Hotel World is compelling...precisely because it suggests shifting yet coherent perspectives rather than simplifying lives into rigid, inert realities. Most impressively, Smith has mastered sophisticated literary techniques, which never intrude or bog down a delectable narrative of human perception and rumination. Apart from establishing Ali Smith as a novelist with the skills of a Martin Amis and Samuel Beckett combined, Hotel World is a damn good read
San Francisco Chronicle


[In] Smith's hands, this slender plot serves as an excuse for a delightfully inventive, exuberant, fierce novel of which the real star is not the dead Sara, or any of the living characters, but the author's vivid, fluent, highly readable prose. Hotel World was a well-deserved finalist last year for two prestigious British prizes: the Orange Prize and the Booker Prize.... I can't begin to paraphrase all that this dazzling book conveys about humanity and mortality.
Margot Livesey - Newsday


Featured are five women whose lives (and a death) overlap at the Global Hotel, a generic establishment in an unnamed city in England.... Smith's narrative style varies with each character and is generally exciting and quite successful, although some readers will find the acrobatics tiring.

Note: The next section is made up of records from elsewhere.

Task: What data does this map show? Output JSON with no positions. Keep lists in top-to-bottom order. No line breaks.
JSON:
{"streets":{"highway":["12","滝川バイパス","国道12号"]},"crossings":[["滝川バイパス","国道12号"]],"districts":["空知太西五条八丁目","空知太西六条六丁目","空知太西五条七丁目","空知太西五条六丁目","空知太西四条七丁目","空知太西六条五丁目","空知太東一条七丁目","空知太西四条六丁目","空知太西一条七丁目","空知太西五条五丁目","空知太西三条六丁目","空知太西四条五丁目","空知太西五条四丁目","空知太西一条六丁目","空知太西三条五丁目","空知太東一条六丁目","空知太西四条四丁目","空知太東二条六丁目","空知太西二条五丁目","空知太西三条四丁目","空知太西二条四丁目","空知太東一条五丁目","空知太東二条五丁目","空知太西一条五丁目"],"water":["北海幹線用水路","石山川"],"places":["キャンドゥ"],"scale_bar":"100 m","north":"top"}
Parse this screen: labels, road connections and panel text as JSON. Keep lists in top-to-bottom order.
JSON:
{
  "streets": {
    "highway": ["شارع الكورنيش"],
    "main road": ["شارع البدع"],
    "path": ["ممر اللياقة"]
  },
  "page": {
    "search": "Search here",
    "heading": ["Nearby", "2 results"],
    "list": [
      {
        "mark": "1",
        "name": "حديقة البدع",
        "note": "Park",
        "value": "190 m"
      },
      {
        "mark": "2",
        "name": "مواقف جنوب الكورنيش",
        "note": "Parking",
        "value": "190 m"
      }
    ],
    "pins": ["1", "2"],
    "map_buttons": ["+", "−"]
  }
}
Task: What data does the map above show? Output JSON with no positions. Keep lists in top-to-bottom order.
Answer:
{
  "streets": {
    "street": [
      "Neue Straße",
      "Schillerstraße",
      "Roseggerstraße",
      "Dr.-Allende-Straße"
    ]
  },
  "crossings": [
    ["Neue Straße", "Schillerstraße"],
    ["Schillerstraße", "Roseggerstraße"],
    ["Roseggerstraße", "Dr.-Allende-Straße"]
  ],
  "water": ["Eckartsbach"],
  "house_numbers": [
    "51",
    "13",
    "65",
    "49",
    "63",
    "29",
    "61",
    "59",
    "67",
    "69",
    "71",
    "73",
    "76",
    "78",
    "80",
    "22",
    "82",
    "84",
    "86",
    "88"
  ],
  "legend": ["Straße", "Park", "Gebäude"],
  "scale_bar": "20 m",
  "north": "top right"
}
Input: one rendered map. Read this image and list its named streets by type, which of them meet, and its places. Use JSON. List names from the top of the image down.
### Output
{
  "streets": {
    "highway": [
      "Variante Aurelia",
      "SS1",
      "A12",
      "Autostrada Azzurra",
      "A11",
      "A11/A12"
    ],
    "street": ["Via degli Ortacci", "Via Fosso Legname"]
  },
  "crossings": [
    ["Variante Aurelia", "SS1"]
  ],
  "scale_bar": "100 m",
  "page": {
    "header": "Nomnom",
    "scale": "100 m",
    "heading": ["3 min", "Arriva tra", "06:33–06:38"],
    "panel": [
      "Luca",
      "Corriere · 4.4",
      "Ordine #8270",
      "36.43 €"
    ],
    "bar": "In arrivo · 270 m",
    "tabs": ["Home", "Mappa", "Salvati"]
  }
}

The connections she makes between the characters across class lines and even across the line between life and death are driven home in a beautifully lyrical coda.
Publishers Weekly


A heartfelt and introspective ghost story, Hotel World begins at the end and works backward and then meanders some in between.... [C]haracters come together in a tender, moving story of innocence, love, and kindness. Highly recommended. —Lisa Nussbaum, Dauphin Cty. Lib. Syst., Harrisburg, PA
Library Journal


A...verbally high-speed tale of a girl's death that may touch some but will seem mainly airy to others..... The pieces do finally come together, yet all remains oddly mechanical, no matter how many words and pages accumulate, and accumulate, and accumulate. One feels as though Smith were taking as long as possible on as little as possible to make things seem as important as possible.